### Stored data entries
----

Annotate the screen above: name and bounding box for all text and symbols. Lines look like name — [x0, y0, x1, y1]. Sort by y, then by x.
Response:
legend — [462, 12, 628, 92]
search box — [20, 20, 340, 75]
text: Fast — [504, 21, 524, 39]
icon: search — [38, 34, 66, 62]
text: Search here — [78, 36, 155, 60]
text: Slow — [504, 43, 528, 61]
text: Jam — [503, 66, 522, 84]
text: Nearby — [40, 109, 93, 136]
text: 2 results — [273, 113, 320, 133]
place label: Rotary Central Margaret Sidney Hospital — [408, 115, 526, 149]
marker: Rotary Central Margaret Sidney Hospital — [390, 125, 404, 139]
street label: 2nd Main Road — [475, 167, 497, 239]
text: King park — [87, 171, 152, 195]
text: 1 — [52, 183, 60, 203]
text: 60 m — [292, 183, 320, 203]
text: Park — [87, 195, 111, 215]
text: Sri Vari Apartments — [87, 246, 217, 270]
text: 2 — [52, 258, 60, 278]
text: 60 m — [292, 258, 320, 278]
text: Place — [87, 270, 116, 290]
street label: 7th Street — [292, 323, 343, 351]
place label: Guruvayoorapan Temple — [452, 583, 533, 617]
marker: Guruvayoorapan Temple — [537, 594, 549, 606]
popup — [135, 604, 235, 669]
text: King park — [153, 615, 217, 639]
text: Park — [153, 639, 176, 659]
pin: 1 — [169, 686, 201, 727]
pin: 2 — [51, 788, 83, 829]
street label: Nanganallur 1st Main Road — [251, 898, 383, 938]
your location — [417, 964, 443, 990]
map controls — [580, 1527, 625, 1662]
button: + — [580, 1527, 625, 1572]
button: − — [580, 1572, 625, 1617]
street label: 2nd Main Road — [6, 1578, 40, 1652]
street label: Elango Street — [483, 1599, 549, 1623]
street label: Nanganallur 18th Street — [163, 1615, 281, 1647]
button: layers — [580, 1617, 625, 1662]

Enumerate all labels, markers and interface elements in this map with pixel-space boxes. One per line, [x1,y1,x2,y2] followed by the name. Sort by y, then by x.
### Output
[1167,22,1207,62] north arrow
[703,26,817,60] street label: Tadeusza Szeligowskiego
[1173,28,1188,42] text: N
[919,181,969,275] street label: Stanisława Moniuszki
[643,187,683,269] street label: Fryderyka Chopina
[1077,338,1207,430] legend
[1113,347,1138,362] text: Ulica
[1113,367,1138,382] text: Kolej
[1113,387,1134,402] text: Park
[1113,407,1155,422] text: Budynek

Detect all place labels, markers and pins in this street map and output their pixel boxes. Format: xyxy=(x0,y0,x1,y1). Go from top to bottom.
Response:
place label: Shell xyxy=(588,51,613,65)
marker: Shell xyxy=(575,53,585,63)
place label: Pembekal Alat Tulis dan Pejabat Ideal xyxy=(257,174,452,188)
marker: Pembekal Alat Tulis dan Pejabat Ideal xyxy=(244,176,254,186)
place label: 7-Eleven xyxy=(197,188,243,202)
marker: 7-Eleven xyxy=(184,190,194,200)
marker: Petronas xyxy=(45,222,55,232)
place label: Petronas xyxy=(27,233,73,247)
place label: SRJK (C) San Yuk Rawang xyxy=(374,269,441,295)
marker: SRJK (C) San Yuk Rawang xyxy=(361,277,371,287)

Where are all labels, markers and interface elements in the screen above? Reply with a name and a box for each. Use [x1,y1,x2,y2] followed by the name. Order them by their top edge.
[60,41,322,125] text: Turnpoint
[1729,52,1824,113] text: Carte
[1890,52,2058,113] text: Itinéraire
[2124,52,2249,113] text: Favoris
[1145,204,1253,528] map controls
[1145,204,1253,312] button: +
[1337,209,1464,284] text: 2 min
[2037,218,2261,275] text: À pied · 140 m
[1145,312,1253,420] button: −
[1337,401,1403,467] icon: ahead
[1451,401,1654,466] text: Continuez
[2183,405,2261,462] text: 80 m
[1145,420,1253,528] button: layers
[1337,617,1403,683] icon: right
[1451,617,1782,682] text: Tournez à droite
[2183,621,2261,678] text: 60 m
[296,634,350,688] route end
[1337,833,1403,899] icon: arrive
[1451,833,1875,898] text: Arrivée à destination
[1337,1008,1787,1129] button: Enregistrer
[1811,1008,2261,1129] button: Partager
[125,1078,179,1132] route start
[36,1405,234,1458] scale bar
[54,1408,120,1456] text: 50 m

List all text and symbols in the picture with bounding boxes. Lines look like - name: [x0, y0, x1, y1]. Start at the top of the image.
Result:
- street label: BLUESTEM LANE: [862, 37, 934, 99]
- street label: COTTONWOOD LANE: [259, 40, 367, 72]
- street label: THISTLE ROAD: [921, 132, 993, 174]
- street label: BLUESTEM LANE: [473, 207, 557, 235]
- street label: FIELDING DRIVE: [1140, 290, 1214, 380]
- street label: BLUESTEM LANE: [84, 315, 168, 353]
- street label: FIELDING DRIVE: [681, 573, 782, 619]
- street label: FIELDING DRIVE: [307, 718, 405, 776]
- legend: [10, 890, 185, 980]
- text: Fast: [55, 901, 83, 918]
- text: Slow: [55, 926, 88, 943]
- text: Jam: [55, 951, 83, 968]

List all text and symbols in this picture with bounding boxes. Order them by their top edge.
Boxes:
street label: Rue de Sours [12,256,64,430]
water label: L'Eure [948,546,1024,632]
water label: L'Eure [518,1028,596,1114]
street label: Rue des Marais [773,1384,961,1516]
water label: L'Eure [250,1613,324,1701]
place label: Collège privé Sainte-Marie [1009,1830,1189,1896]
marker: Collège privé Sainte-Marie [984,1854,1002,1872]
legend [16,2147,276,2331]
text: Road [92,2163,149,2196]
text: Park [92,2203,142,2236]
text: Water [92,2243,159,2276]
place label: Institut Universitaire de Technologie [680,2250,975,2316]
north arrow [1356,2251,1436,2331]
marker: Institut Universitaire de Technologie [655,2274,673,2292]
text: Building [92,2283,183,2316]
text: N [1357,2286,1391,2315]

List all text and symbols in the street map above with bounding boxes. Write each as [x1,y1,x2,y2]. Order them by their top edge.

----

The answer is a number alone: how many lines of the data contain the string "picture"?

2